Assignment
Keep the text of the data exactly as it is and omit each picture from the copy.

Data excerpts
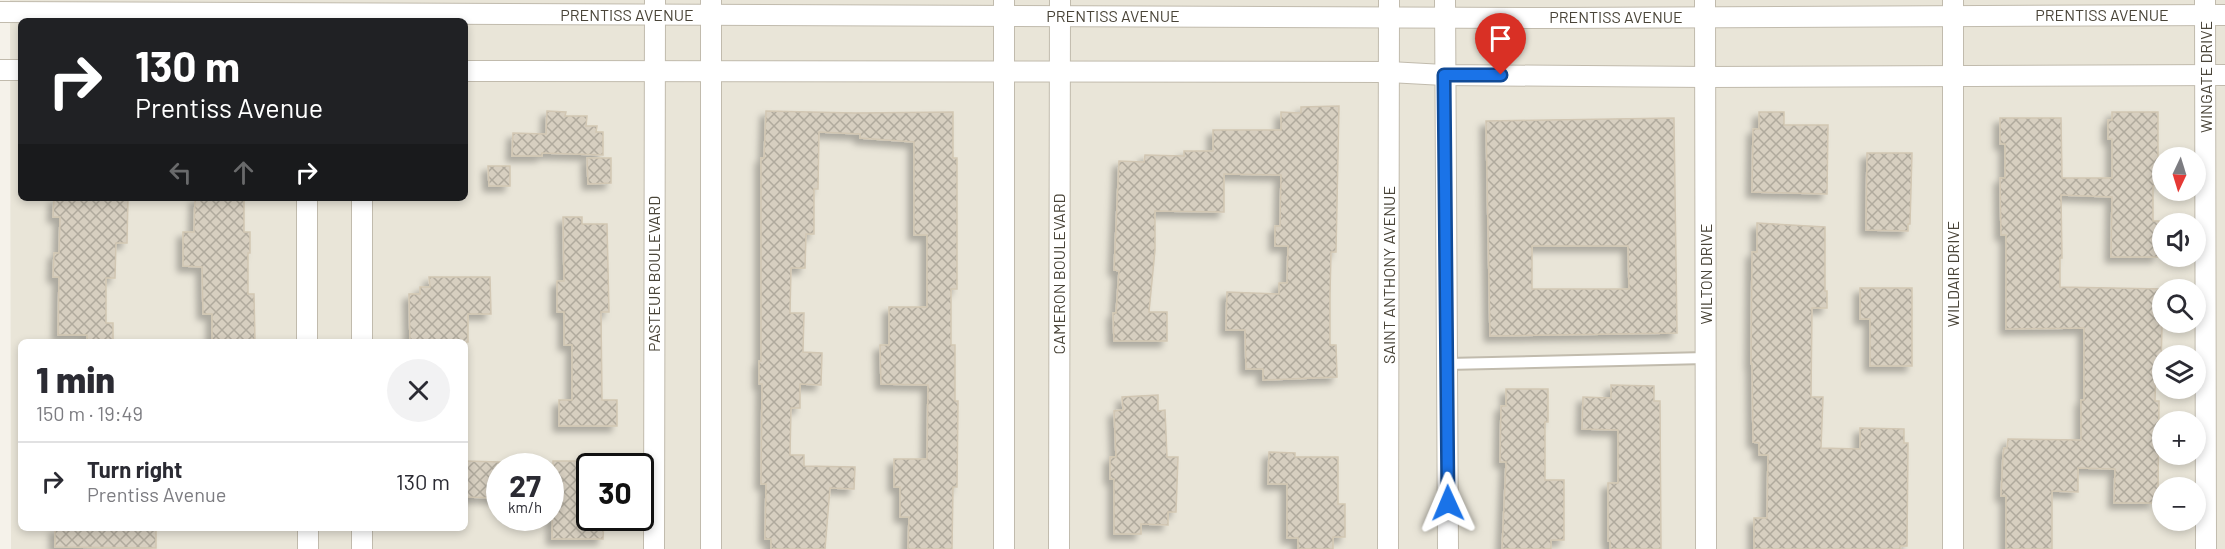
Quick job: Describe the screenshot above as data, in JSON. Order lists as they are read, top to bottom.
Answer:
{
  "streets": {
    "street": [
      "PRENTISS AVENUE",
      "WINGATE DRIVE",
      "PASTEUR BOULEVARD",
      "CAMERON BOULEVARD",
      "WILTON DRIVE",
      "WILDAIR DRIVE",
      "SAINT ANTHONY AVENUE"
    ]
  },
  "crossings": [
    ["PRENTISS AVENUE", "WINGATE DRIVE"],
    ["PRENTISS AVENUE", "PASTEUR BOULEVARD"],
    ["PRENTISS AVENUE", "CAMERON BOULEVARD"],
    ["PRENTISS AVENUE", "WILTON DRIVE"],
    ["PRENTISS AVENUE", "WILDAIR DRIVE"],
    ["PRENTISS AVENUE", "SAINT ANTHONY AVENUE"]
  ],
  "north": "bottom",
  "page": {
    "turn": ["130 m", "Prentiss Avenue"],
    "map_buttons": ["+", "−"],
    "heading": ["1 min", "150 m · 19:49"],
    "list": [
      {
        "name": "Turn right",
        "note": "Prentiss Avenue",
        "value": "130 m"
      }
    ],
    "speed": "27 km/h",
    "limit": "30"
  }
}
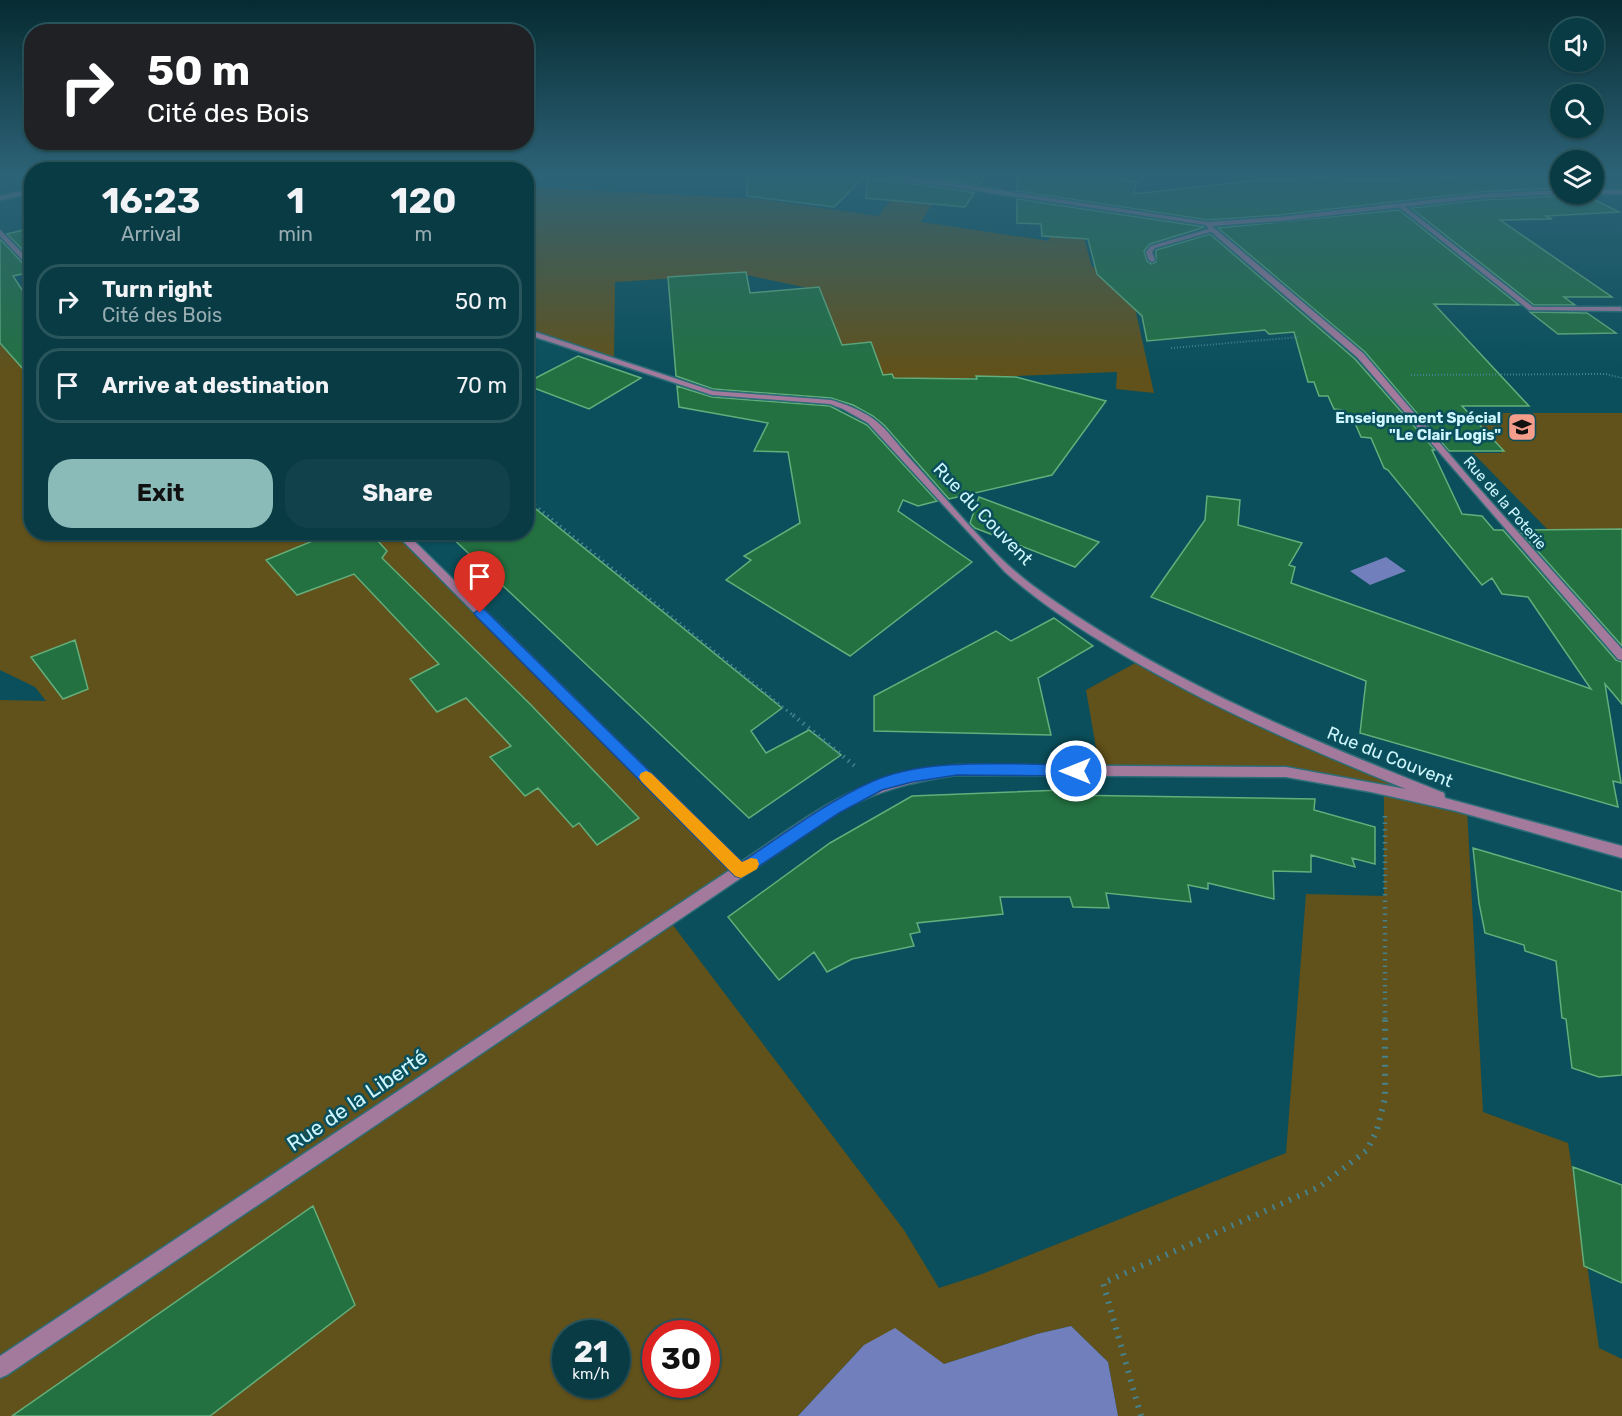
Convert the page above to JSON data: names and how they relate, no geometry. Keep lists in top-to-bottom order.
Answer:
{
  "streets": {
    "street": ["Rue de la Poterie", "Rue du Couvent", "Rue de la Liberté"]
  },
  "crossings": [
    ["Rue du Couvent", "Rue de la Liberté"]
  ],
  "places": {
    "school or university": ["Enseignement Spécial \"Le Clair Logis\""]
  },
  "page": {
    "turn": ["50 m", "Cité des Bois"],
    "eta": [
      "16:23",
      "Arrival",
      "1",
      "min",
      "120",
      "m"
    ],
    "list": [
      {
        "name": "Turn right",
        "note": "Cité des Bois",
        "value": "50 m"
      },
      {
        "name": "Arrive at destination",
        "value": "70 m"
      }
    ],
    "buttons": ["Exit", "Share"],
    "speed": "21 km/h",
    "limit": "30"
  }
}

Completed task
Quick job: Describe the screenshot above as data, in JSON. Order lists as they are read, top to bottom.
Answer:
{
  "streets": {
    "street": [
      "PRENTISS AVENUE",
      "WINGATE DRIVE",
      "PASTEUR BOULEVARD",
      "CAMERON BOULEVARD",
      "WILTON DRIVE",
      "WILDAIR DRIVE",
      "SAINT ANTHONY AVENUE"
    ]
  },
  "crossings": [
    ["PRENTISS AVENUE", "WINGATE DRIVE"],
    ["PRENTISS AVENUE", "PASTEUR BOULEVARD"],
    ["PRENTISS AVENUE", "CAMERON BOULEVARD"],
    ["PRENTISS AVENUE", "WILTON DRIVE"],
    ["PRENTISS AVENUE", "WILDAIR DRIVE"],
    ["PRENTISS AVENUE", "SAINT ANTHONY AVENUE"]
  ],
  "north": "bottom",
  "page": {
    "turn": ["130 m", "Prentiss Avenue"],
    "map_buttons": ["+", "−"],
    "heading": ["1 min", "150 m · 19:49"],
    "list": [
      {
        "name": "Turn right",
        "note": "Prentiss Avenue",
        "value": "130 m"
      }
    ],
    "speed": "27 km/h",
    "limit": "30"
  }
}
Convert the page above to JSON data: names and how they relate, no geometry. Keep lists in top-to-bottom order.
Answer:
{
  "streets": {
    "street": ["Rue de la Poterie", "Rue du Couvent", "Rue de la Liberté"]
  },
  "crossings": [
    ["Rue du Couvent", "Rue de la Liberté"]
  ],
  "places": {
    "school or university": ["Enseignement Spécial \"Le Clair Logis\""]
  },
  "page": {
    "turn": ["50 m", "Cité des Bois"],
    "eta": [
      "16:23",
      "Arrival",
      "1",
      "min",
      "120",
      "m"
    ],
    "list": [
      {
        "name": "Turn right",
        "note": "Cité des Bois",
        "value": "50 m"
      },
      {
        "name": "Arrive at destination",
        "value": "70 m"
      }
    ],
    "buttons": ["Exit", "Share"],
    "speed": "21 km/h",
    "limit": "30"
  }
}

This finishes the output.